▶ [EXERCISE PROMPT]: Tally the lines of the data that include the word "secondary" and state the total, nothing else.

++++++

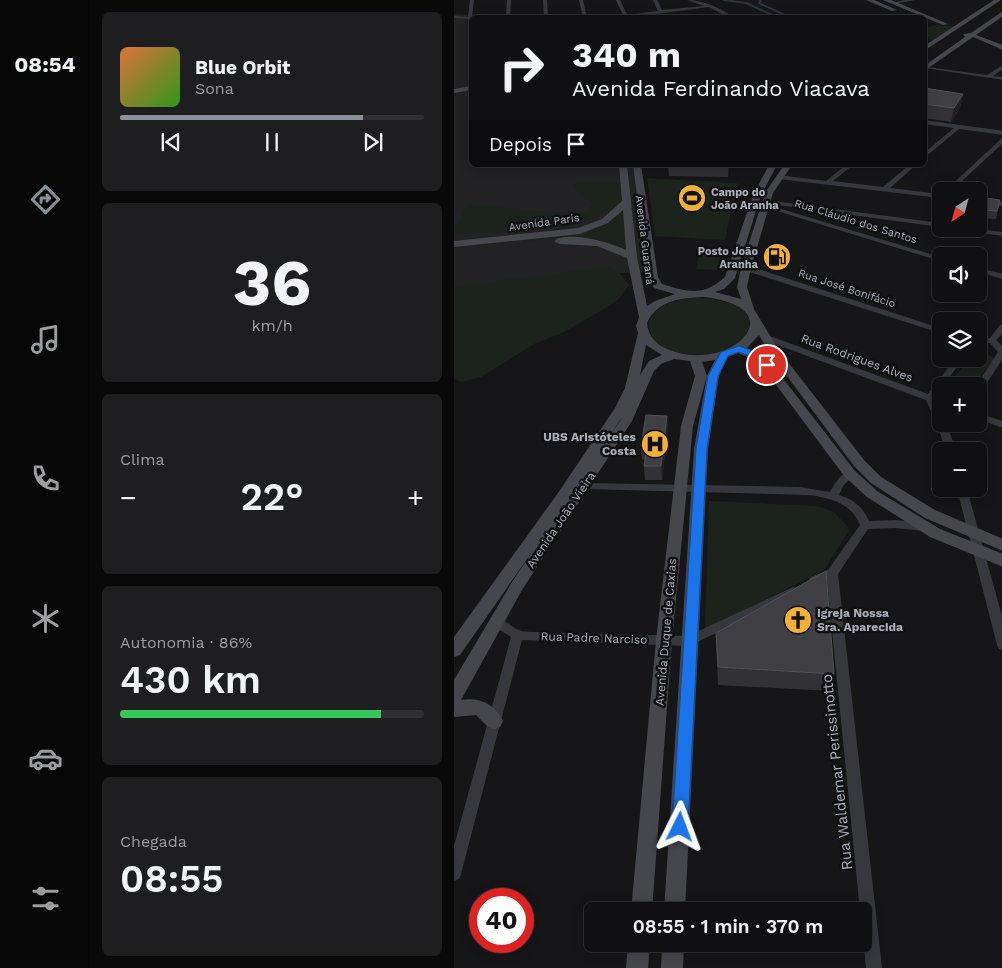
<!DOCTYPE html>
<html lang="pt">
<meta charset="utf-8">
<style>
:root{--surface:#101012;--page:#1e1e20;--text:#f1f3f6;--muted:#9c9d9f;--line:#303032;--accent:#8c9099}
body{margin:0;font-family:"Work Sans",sans-serif;background:var(--page);color:var(--text);height:100vh;display:flex;flex-direction:column;font-size:19px;white-space:nowrap}
*{box-sizing:border-box;margin:0}
p{font-size:16px;color:var(--muted)}
.icon{flex:none;width:28px;height:28px;fill:none;stroke:currentColor;stroke-width:2;stroke-linecap:round;stroke-linejoin:round}
.map{position:relative;flex:1;overflow:hidden}
.details{display:flex;flex-direction:column;gap:12px;padding:12px;background:#09090a;width:364px}
.details>*{flex:none}
.hud{position:absolute;left:15px;top:15px;width:458px;height:152px;border-radius:8px;box-shadow:0 2px 12px #0003,0 0 0 1px var(--line);background:#101012;color:var(--text);overflow:hidden}
.needle{width:32px;rotate:216deg}
.fabs{position:absolute;left:478px;top:182px;display:grid;gap:10px}
.fabs a{display:grid;place-items:center;width:55px;height:55px;border-radius:8px;background:var(--surface);box-shadow:0 2px 12px #0003,0 0 0 1px var(--line);font-size:25px}
.speed{position:absolute;left:15px;top:888px;display:flex;gap:10px;font-size:25px;font-weight:700;text-align:center}
.speed>*{display:grid;place-content:center;width:65px;height:65px;border-radius:50%;background:var(--surface);box-shadow:0 2px 12px #0003,0 0 0 1px var(--line);line-height:1}
.speed .limit{border:8px solid #d22;background:#fff;color:#111}
.pin{position:absolute;display:grid;place-items:center;width:42px;height:42px;color:#fff;margin:-21px;border:2px solid #fff;border-radius:50%;box-shadow:0 1px 5px #0007}
.me{position:absolute;width:55px;margin:-28px;rotate:3deg;stroke-linejoin:round;filter:drop-shadow(0 0 4px #0008)}
.turn{display:flex;align-items:center;gap:18px;height:105px;padding:0 20px;font-size:22px}
.turn .icon{width:65px;height:65px;stroke-width:2.5}
.turn b{display:block;font-size:35px;line-height:42px}
.then{display:flex;align-items:center;height:48px;padding:0 20px;background:#0003;gap:10px;font-size:19px}
.big{font-size:38px;font-weight:600;line-height:1.1}
.details .widget{flex:1;display:flex;flex-direction:column;justify-content:center;gap:8px;min-width:0;padding:0 18px;border-radius:8px;background:var(--page)}
.details .dial{align-items:center;gap:0}
.dial b{font-size:65px;line-height:1}
.song{display:flex;align-items:center;gap:15px}
.cover{width:60px;height:60px;border-radius:8px;background:linear-gradient(135deg,hsl(20 70% 55%),hsl(110 70% 35%))}
.played{height:5px;border-radius:2px;background:linear-gradient(90deg,var(--accent) 80%,var(--line) 80%)}
.keys{display:flex;justify-content:space-around;direction:ltr}
.heat{display:flex;justify-content:space-between;align-items:center;font-size:28px;direction:ltr}
.charge{height:8px;border-radius:4px;background:linear-gradient(90deg,#34c759 86%,var(--line) 0)}
.trip{position:absolute;left:130px;top:902px;width:288px;height:50px;border-radius:8px;background:var(--surface);box-shadow:0 2px 12px #0003,0 0 0 1px var(--line);font-weight:600;line-height:50px;text-align:center}
main{display:flex;flex:1;min-height:0}
.tabs{display:flex;flex-direction:column;width:90px;justify-content:space-around;align-items:center;background:#060607;color:var(--muted)}
.tabs .icon{width:35px;height:35px}
.tabs .selected{color:var(--accent)}
.tabs b{font-size:22px;color:var(--text)}
.map>svg:first-child{display:block}
.built{fill:#222225}
.green{fill:#1c231d}
.lines{fill:none;stroke-linecap:round;stroke-linejoin:round}
.stream{stroke:#2c353c;stroke-width:2}
.street{fill:#37383d;fill-rule:evenodd}
.secondary{fill:#45474d;fill-rule:evenodd}
.wall{fill:#323236}
.shaded-wall{fill:#212124}
.building{fill:#3f3f44;stroke:#4f5156}
.route{fill:#1a73e8;stroke:#114b97}
.labels{text-anchor:middle;stroke-width:5;stroke-linejoin:round;paint-order:stroke}
.far-poi-label{font-size:11px;font-weight:bold;fill:#a8adb8;stroke:#111113;text-anchor:start}
.far-street-label{font-size:11px;fill:#a8adb8;stroke:#111113}
.street-label{font-size:12px;fill:#a8adb8;stroke:#111113}
.poi-label{font-size:12px;font-weight:bold;fill:#a8adb8;stroke:#111113;text-anchor:end}
.near-street-label{font-size:15px;fill:#a8adb8;stroke:#111113}
</style>
<main>
<nav class="tabs">
<b>08:54</b>
<svg class="icon selected" aria-label="directions" viewBox="0 0 24 24"><path d="M12 3l9 9-9 9-9-9zM9 14v-3h6M13 9l2 2-2 2"/></svg>
<svg class="icon" aria-label="music" viewBox="0 0 24 24"><path d="M9 18V5l10-2v13"/><circle cx="6" cy="18" r="3"/><circle cx="16" cy="16" r="3"/></svg>
<svg class="icon" aria-label="phone" viewBox="0 0 24 24"><path d="M5 4h4l2 5-3 2q2 4 5 5l2-3 5 2v4C11 20 4 13 5 4z"/></svg>
<svg class="icon" aria-label="climate" viewBox="0 0 24 24"><path d="M12 3v18M4 7l16 10M4 17L20 7"/></svg>
<svg class="icon" aria-label="car" viewBox="0 0 24 24"><path d="M5 17H2v-5l4-1 3-4h7l3 4 3 1v5h-3M9 17h6M6 11h13"/><circle cx="7" cy="17" r="2"/><circle cx="17" cy="17" r="2"/></svg>
<svg class="icon" aria-label="filters" viewBox="0 0 24 24"><path d="M4 7h16M4 17h16"/><circle cx="9" cy="7" r="2"/><circle cx="15" cy="17" r="2"/></svg>
</nav>
<section class="details">
<div class="widget">
<div class="song"><i class="cover"></i><div><b>Blue Orbit</b><p>Sona</p></div></div>
<div class="played"></div>
<div class="keys"><svg class="icon" aria-label="previous" viewBox="0 0 24 24"><path d="M18 5L8 12l10 7zM5 5v14"/></svg><svg class="icon" aria-label="pause" viewBox="0 0 24 24"><path d="M8 5v14M16 5v14"/></svg><svg class="icon" aria-label="next" viewBox="0 0 24 24"><path d="M6 5l10 7-10 7zM19 5v14"/></svg></div>
</div>
<div class="widget dial"><b>36</b><p>km/h</p></div>
<div class="widget"><p>Clima</p>
<div class="heat"><a>−</a><b class="big">22°</b><a>+</a></div>
</div>
<div class="widget"><p>Autonomia · 86%</p><b class="big">430 km</b><div class="charge"></div></div>
<div class="widget"><p>Chegada</p><b class="big">08:55</b></div>
</section>
<div class="map">
<svg width="549" height="968" viewBox="0 0 549 968">
<rect width="100%" height="100%" fill="#161618"/>
<path class="built" d="M 0,14 L 49,17 L 18,18 L 18,165 L 182,165 L 192,272 L 69,278 L 0,289 Z"/>
<g class="green">
<path d="M 481,25 L 500,26 L 479,40 L 470,37 L 470,28 Z"/>
<path d="M 193,178 L 283,183 L 271,240 L 201,236 Z"/>
<path d="M 124,181 L 160,181 L 178,188 L 166,203 L 136,219 L 44,232 L 0,234 L 0,225 L 3,224 L 8,218 L 8,212 L 15,207 L 28,205 L 126,215 L 140,205 L 118,187 Z"/>
<path d="M 171,208 L 174,251 L 147,240 L 128,238 L 58,242 L 94,236 L 153,222 Z"/>
<path d="M 246,249 L 268,249 L 264,270 L 242,269 Z"/>
<path d="M 153,267 L 164,271 L 175,285 L 165,299 L 143,313 L 108,333 L 80,344 L 27,377 L 7,382 L 0,379 L 0,286 Z"/>
<path d="M 236,298 C 346,296 283,381 211,348 C 193,339 188,319 207,307 C 216,302 226,300 236,298 Z"/>
<path d="M 530,352 L 540,358 L 520,386 L 493,386 L 516,359 L 524,359 L 524,353 Z"/>
<path d="M 255,501 L 363,506 L 380,512 L 396,529 L 370,570 L 251,630 Z"/>
</g>
<g class="lines">
<g class="stream">
<path d="M 270,0 L 292,3 L 325,18"/>
<path d="M 305,0 L 307,1 L 305,3 L 337,18"/>
</g>
<g class="street">
<path d="M 16,0 L 20,0 L 18,17 L 20,18 L 18,18 L 18,19 L 0,18 L 0,16 L 14,17 Z"/>
<path d="M 53,0 L 57,0 L 56,18 L 52,18 Z"/>
<path d="M 89,0 L 93,0 L 94,18 L 90,18 Z"/>
<path d="M 125,0 L 129,0 L 133,18 L 129,18 Z"/>
<path d="M 162,0 L 166,0 L 173,15 L 204,11 L 199,0 L 203,0 L 208,10 L 250,6 L 233,0 C 249,0 267,8 280,18 L 257,18 L 270,15 L 255,7 L 171,18 L 154,18 L 169,15 Z"/>
<path d="M 451,0 L 461,0 L 440,4 L 438,3 Z"/>
<path d="M 549,65 L 549,69 L 539,76 L 549,77 L 549,80 L 471,68 L 473,67 L 533,75 Z"/>
<path d="M 470,120 L 549,131 L 549,135 L 505,129 L 470,158 L 470,153 L 500,128 L 470,124 Z"/>
<path d="M 549,137 L 549,143 L 497,191 L 491,191 Z"/>
<path d="M 392,165 L 399,165 L 379,181 L 429,187 L 455,165 L 462,165 L 436,188 L 486,194 L 486,198 L 325,179 L 322,177 L 325,175 L 372,181 Z"/>
<path d="M 524,199 L 549,202 L 549,206 L 524,203 Z"/>
<path d="M 319,201 L 486,223 L 486,227 L 317,204 L 317,202 Z"/>
<path d="M 310,205 L 314,205 L 486,257 L 486,261 L 310,207 Z"/>
<path d="M 508,229 L 524,229 L 549,232 L 549,236 L 511,231 Z"/>
<path d="M 289,266 L 295,266 L 486,328 L 486,333 L 289,270 Z"/>
<path d="M 524,268 L 549,274 L 549,279 L 524,272 Z"/>
<path d="M 546,325 L 549,325 L 549,333 L 542,340 L 549,347 L 549,358 L 527,392 L 524,393 L 524,386 L 522,386 L 544,352 L 536,343 L 524,343 L 524,339 L 536,338 Z"/>
<path d="M 307,335 L 313,335 L 474,394 L 501,359 L 509,359 L 489,386 L 486,386 L 486,390 L 481,397 L 486,399 L 486,405 L 483,404 L 486,411 L 486,424 L 493,424 L 502,451 L 492,451 L 483,424 L 484,423 L 481,420 L 472,400 L 307,339 Z"/>
<path d="M 524,413 L 549,421 L 549,428 L 524,419 Z"/>
<path d="M 396,471 L 401,474 L 389,486 L 385,495 C 399,499 409,507 415,521 L 441,520 L 471,523 L 475,524 L 476,527 L 475,530 L 471,531 L 441,528 L 414,529 L 384,574 L 428,968 L 412,968 L 409,936 L 409,911 L 406,911 L 373,580 L 361,584 L 357,583 L 355,580 L 357,577 L 374,570 L 406,525 C 397,503 377,498 355,495 L 131,489 L 126,486 L 131,483 L 346,487 L 376,492 C 381,483 386,474 396,471 Z"/>
<path d="M 503,489 L 513,489 L 549,620 L 549,650 L 545,649 L 543,645 Z"/>
<path d="M 339,587 L 343,588 L 345,591 L 343,594 L 235,646 L 68,640 L 7,874 L 5,879 L 0,881 L 0,846 L 57,637 L 38,625 L 36,622 L 38,619 C 48,615 56,627 65,630 C 70,632 77,632 82,632 L 234,636 Z"/>
</g>
<g class="secondary">
<path d="M 412,0 L 420,0 L 443,10 L 438,11 Z"/>
<path d="M 429,0 L 437,0 L 494,24 L 489,25 Z"/>
<path d="M 540,0 L 547,0 L 470,51 L 470,46 Z"/>
<path d="M 549,11 L 549,16 L 522,35 L 549,45 L 549,50 L 519,37 L 470,71 L 470,66 L 511,37 L 509,34 L 517,33 Z"/>
<path d="M 18,86 L 18,90 L 0,93 L 0,89 Z"/>
<path d="M 165,165 L 173,165 L 183,257 L 193,306 L 201,301 L 221,294 L 200,288 L 194,277 L 179,165 L 187,165 L 204,277 L 208,284 C 234,292 249,297 271,277 L 299,195 L 315,165 L 323,165 L 307,195 L 281,278 L 270,289 L 261,292 L 287,299 L 283,287 L 287,268 L 311,193 L 330,165 L 338,165 L 319,193 L 297,268 L 293,287 L 300,309 L 324,349 L 410,460 L 427,477 L 481,510 L 549,539 L 549,551 L 471,518 L 417,483 L 400,466 L 315,352 L 305,335 L 293,348 L 313,358 L 401,471 L 423,491 L 486,529 L 549,554 L 549,567 L 476,537 L 413,497 L 391,477 L 305,362 L 284,353 L 274,357 L 265,376 L 254,449 L 231,911 L 210,911 L 240,449 L 253,376 L 261,360 L 248,362 L 253,376 L 239,426 L 218,640 L 198,911 L 177,911 L 202,640 L 227,426 L 241,376 L 236,361 L 220,359 L 207,364 L 200,371 L 178,421 L 68,590 L 7,700 C 25,697 41,704 49,721 L 46,727 L 40,729 L 34,727 L 22,715 L 0,717 L 0,680 L 58,582 L 80,549 L 6,655 L 0,657 L 0,637 L 104,493 L 161,408 L 171,388 L 184,333 L 182,326 L 185,317 L 173,258 L 143,246 L 105,244 L 100,241 C 114,230 158,243 172,250 L 169,210 L 154,223 L 126,234 L 0,247 L 0,241 L 124,228 L 148,219 L 168,201 ZM 250,297 C 344,308 275,376 213,349 C 202,344 194,336 193,323 C 203,300 228,298 250,297 ZM 192,345 L 208,355 L 195,361 L 186,375 ZM 168,417 L 166,421 L 144,454 Z"/>
<path d="M 174,944 L 196,944 L 194,968 L 172,968 Z"/>
<path d="M 208,944 L 230,944 L 229,968 L 207,968 Z"/>
</g>
</g>
<g class="wall">
<path d="M 470,88 L 509,94 L 506,108 L 497,122 L 470,118 Z"/>
<path d="M 214,165 L 275,165 L 274,177 L 215,176 Z"/>
<path d="M 531,198 L 546,200 L 542,219 L 527,218 Z"/>
<path d="M 213,416 L 214,429 L 208,480 L 191,480 L 190,466 L 191,460 L 188,459 L 187,446 Z"/>
<path d="M 262,633 L 380,674 L 377,691 L 264,685 Z"/>
</g>
<g class="shaded-wall">
<path d="M 509,94 L 506,108 L 497,122 L 500,108 Z"/>
<path d="M 274,165 L 275,165 L 274,177 Z"/>
<path d="M 213,416 L 214,429 L 208,480 L 207,466 Z"/>
</g>
<g class="building">
<path d="M 470,88 L 509,94 L 500,108 L 470,104 Z"/>
<path d="M 531,198 L 546,200 L 543,211 L 529,210 Z"/>
<path d="M 192,415 L 213,416 L 207,466 L 190,466 L 193,446 L 187,446 Z"/>
<path d="M 372,571 L 380,674 L 264,667 L 262,633 Z"/>
</g>
<path class="route" d="M 285,346 L 305,353 L 317,365 L 309,367 L 298,357 L 285,352 L 274,356 L 264,376 L 253,449 L 234,827 L 232,833 L 226,835 L 221,833 L 218,827 L 242,449 L 254,376 L 267,352 Z"/>
<defs>
<symbol id="stadium-disc" viewBox="-11 -11 22 22"><circle r="9.5" fill="#f2b134" stroke="#111113"/><path d="M0-5a6.5 5 0 1 0 0 10a6.5 5 0 1 0 0-10ZM-3.5-1.8h7v3.6h-7Z" fill="#111"/></symbol>
<symbol id="fuel-disc" viewBox="-11 -11 22 22"><circle r="9.5" fill="#f2b134" stroke="#111113"/><path d="M-5.5-6h7V0h2V4h1.3V-2.5L3-4.5l.8-.8L6-3V5H2.5V1h-1V6h-7ZM-4.2-4.7v3.2H.2V-4.7Z" fill="#111"/></symbol>
<symbol id="hospital-disc" viewBox="-11 -11 22 22"><circle r="9.5" fill="#f2b134" stroke="#111113"/><path d="M-5-5h3v3.5h4V-5h3V5h-3V1.5h-4V5h-3Z" fill="#111"/></symbol>
<symbol id="church-disc" viewBox="-11 -11 22 22"><circle r="9.5" fill="#f2b134" stroke="#111113"/><path d="M-1.2-6h2.4v3.5h3.3v2.4h-3.3V6h-2.4V-.1h-3.3v-2.4h3.3Z" fill="#111"/></symbol>
</defs>
<g fill-rule="evenodd">
<use href="#stadium-disc" x="222" y="182" width="32" height="32"/>
<use href="#fuel-disc" x="307" y="241" width="32" height="32"/>
<use href="#hospital-disc" x="185" y="428" width="32" height="32"/>
<use href="#church-disc" x="328" y="604" width="32" height="32"/>
</g>
<g class="labels">
<g class="far-poi-label">
<text x="257" y="196">Campo do<tspan x="257" dy="13">João Aranha</tspan></text>
<text x="304" y="255" text-anchor="end">Posto João<tspan x="304" dy="13">Aranha</tspan></text>
</g>
<g class="far-street-label">
<text transform="translate(402 221) rotate(17)" y="4">Rua Cláudio dos Santos</text>
<text transform="translate(90 222) rotate(-8)" y="4">Avenida Paris</text>
<text transform="translate(191 240) rotate(83)" y="4">Avenida Guaraná</text>
<text transform="translate(393 288) rotate(18)" y="4">Rua José Bonifácio</text>
</g>
<g class="street-label">
<text transform="translate(403 358) rotate(20)" y="4">Rua Rodrigues Alves</text>
<text transform="translate(107 520) rotate(-56)" y="4">Avenida João Vieira</text>
<text transform="translate(212 632) rotate(-85)" y="4">Avenida Duque de Caxias</text>
<text transform="translate(140 638) rotate(2)" y="4">Rua Padre Narciso</text>
</g>
<g class="poi-label">
<text x="182" y="441">UBS Aristóteles<tspan x="182" dy="14">Costa</tspan></text>
<text x="363" y="617" text-anchor="start">Igreja Nossa<tspan x="363" dy="14">Sra. Aparecida</tspan></text>
</g>
<g class="near-street-label">
<text transform="translate(383 772) rotate(-96)" y="5">Rua Waldemar Perissinotto</text>
</g>
</g>
</svg>
<div class="fabs">
<a><svg class="needle" viewBox="-14 -14 28 28"><path d="M0-13l5 13h-10z" fill="#e53935"/><path d="M0 13l5-13h-10z" fill="#9c9d9f"/></svg></a>
<a><svg class="icon" aria-label="sound" viewBox="0 0 24 24"><path d="M4 9h4l5-4v14l-5-4H4zM17 9q2 3 0 6"/></svg></a>
<a><svg class="icon" aria-label="layers" viewBox="0 0 24 24"><path d="M12 4l9 5-9 5-9-5zM3 14l9 5 9-5"/></svg></a>
<a>+</a>
<a>−</a>
</div>
<div class="speed"><div class="limit">40</div></div>
<div class="pin" style="left:313px;top:365px;background:#d93025"><svg class="icon" aria-label="arrive" viewBox="0 0 24 24"><path d="M6 21V4h12l-3 4 3 4H6"/></svg></div>
<svg class="me" style="left:226px;top:827px" viewBox="-20 -20 40 40"><path d="M0-17L14 15 0 8-14 15z" fill="#1a73e8" stroke="#fff" stroke-width="4"/></svg>
<div class="trip">08:55 · 1 min · 370 m</div>
<div class="hud">
<div class="turn"><svg class="icon" aria-label="right" viewBox="0 0 24 24"><path d="M7 20v-9h11M14 6l5 5-5 5"/></svg><div><b>340 m</b>Avenida Ferdinando Viacava</div></div>
<div class="then">Depois<svg class="icon" aria-label="arrive" viewBox="0 0 24 24"><path d="M6 21V4h12l-3 4 3 4H6"/></svg></div>
</div>
</div>
</main>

++++++

▶ [TASK SOLUTION]: 2